The other problem with the message is not normally an issue when one is using the Back button to navigate to a page that needs reloading, but is a problem when one is restoring a window with several tabs. In the latter case the message dialog sheet obscures the URL field in the address bar, so one can't tell what page one is being asked to resend data for. This leaves one in the awkward position of either guessing what page it is, or just declining to reload all pages initially, in which case one gets an error page for each of them, and loses all the forward history for each such tab, which as I explained above, I often wish to retain.
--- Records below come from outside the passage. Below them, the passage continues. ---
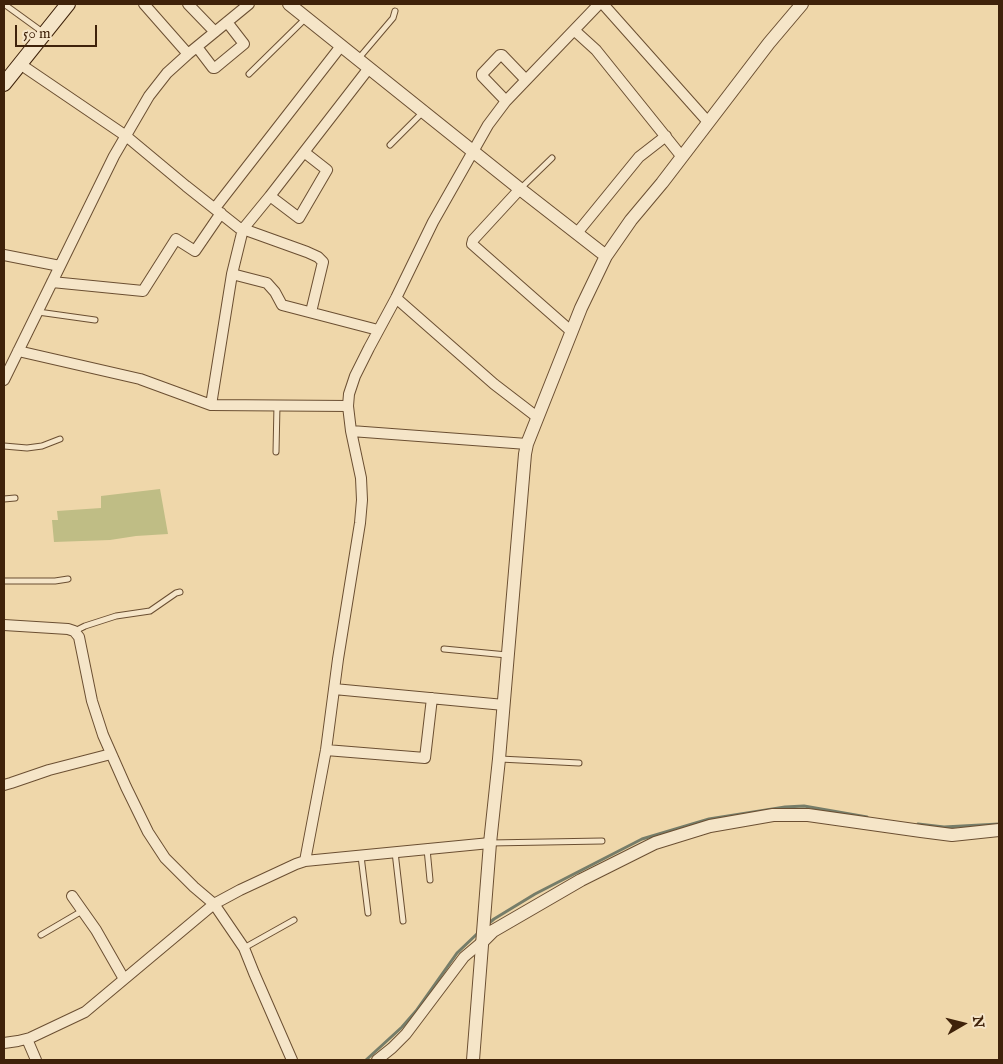 <!DOCTYPE html>
<style>
body{margin:0}
#map{position:relative;width:1003px;height:1064px;overflow:hidden;background:#efd7aa;font-family:"IM FELL English",serif}
canvas{display:block}
.frame{position:absolute;inset:0;border:5px solid #3f220a;pointer-events:none}
.north{position:absolute;left:938px;top:999px;width:50px;height:50px;-webkit-text-stroke:4px #f5e5c8;paint-order:stroke;rotate:82deg;font-size:14px;font-weight:700;line-height:20px;text-align:center;color:#3f220a}
.north::after{content:'';display:block;margin:auto;width:18px;height:22px;background:#3f220a;clip-path:polygon(50% 0,100% 100%,50% 72%,0 100%)}
.scale{position:absolute;left:15px;top:25px;width:82px;height:22px;box-sizing:border-box;border:2px solid #3f220a;border-top:0;padding-left:6px;font-size:15px;line-height:18px;white-space:nowrap;color:#3f220a;-webkit-text-stroke:4px #f5e5c8;paint-order:stroke}
</style>
<div id="map">
<canvas width="1003" height="1064"></canvas>
<div class="frame"></div>
<div class="north">N</div>
<div class="scale">50 m</div>
</div>
<script>
const c = document.querySelector('canvas').getContext('2d');
c.lineJoin = 'round';
function fill(path, color) { c.fillStyle = color; c.fill(path, 'evenodd'); }
const toPath = rows => new Path2D(rows.map(r => 'M' + r).join(''));
function trace(path, color, width, dash) { c.strokeStyle = color; c.lineWidth = width; c.lineCap = dash ? 'butt' : 'round'; c.setLineDash(dash || []); c.stroke(path); }
fill(toPath([
 [160,489,168,534,136,536,110,540,54,542,52,520,58,520,57,511,101,508,101,496]
]), '#bfbd85');
trace(toPath([
 [918,824,944,827,999,824],
 [488,924,494,919,535,894,642,839,709,819,785,807,804,806,867,817],
 [366,1060,402,1027,416,1011,457,953,479,932]
]), '#767d69', 3);
const service = toPath([
 [4,4,44,33],
 [359,58,393,18,395,11],
 [249,74,306,18],
 [390,145,423,112],
 [520,189,552,158],
 [38,312,95,320],
 [4,446,27,448,42,446,60,439],
 [276,452,277,405],
 [4,499,15,498],
 [4,581,55,581,68,579],
 [75,631,85,626,116,616,150,611,176,593,180,592],
 [444,649,507,655],
 [500,759,579,763],
 [490,843,602,841],
 [427,849,430,880],
 [395,852,403,921],
 [361,856,368,913],
 [41,935,82,911],
 [244,948,294,920]
]);
const minor = toPath([
 [144,4,188,54],
 [188,4,215,32],
 [603,4,708,122],
 [574,30,596,50,682,157],
 [197,47,213,68,215,68,244,44,227,22],
 [20,64,126,136,186,186,239,228,243,229,270,196,369,68],
 [506,101,482,76,482,74,500,55,502,55,526,80],
 [520,189,473,240,472,244,572,332],
 [270,196,299,218,327,170,304,152],
 [215,208,341,46],
 [577,233,639,157,666,136],
 [4,255,60,266],
 [232,274,267,283,275,292,282,305,378,330],
 [52,282,143,291,176,239,195,251,221,213],
 [396,298,494,384,537,417],
 [18,351,140,379,211,405,348,406],
 [4,380,114,156,149,96,167,73,188,54,249,4],
 [211,405,232,274,243,229,307,252,318,257,323,262,311,312],
 [351,431,527,444],
 [4,625,68,629,74,631,79,637,92,701,103,735,126,787,148,832,165,858,194,887,214,904,244,948,254,973,292,1060],
 [334,689,504,705],
 [326,750,425,758,432,698],
 [4,785,11,783,49,770,111,754],
 [305,861,326,750,338,659,360,523,362,500,361,478,351,431,348,406,349,394,355,376,369,348,396,298,433,222,488,125,506,101,599,4],
 [72,896,96,930,124,979],
 [27,1039,36,1060],
 [4,1043,18,1041,30,1038,85,1012,214,904,240,890,296,864,305,861,490,843],
 [377,1060,392,1048,406,1034,464,957,483,941]
]);
const tertiary = toPath([
 [289,4,520,189,606,256],
 [483,941,493,931,581,880,655,843,710,826,773,815,808,815,921,831,952,835,999,830],
 [473,1060,490,843,499,759,525,454,527,444,581,308,606,256,631,220,662,183,769,43,802,4]
]);
const secondary = toPath([
 [4,84,68,4]
]);
trace(service, '#6b4f32', 7);
trace(minor, '#6b4f32', 12);
trace(tertiary, '#6b4f32', 14);
trace(secondary, '#3f220a', 16);
trace(service, '#f5e5c8', 5);
trace(minor, '#f5e5c8', 10);
trace(tertiary, '#f5e5c8', 12);
trace(secondary, '#f5e5c8', 14);
</script>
If the dialog message were simply elaborated to include the URL (and possibly the original title, if it is saved between sessions) of the page that needs reloading, then a better decision could be made by the user.
So please retain the modal dialog type of notification (such as a sheet) for pages that require POST data to be resent, at least as an option, but modify the dialog to be explicit as to the URL receiving the data (since that's the page to be displayed), and possibly the URL sending the data as well, if they differ significantly.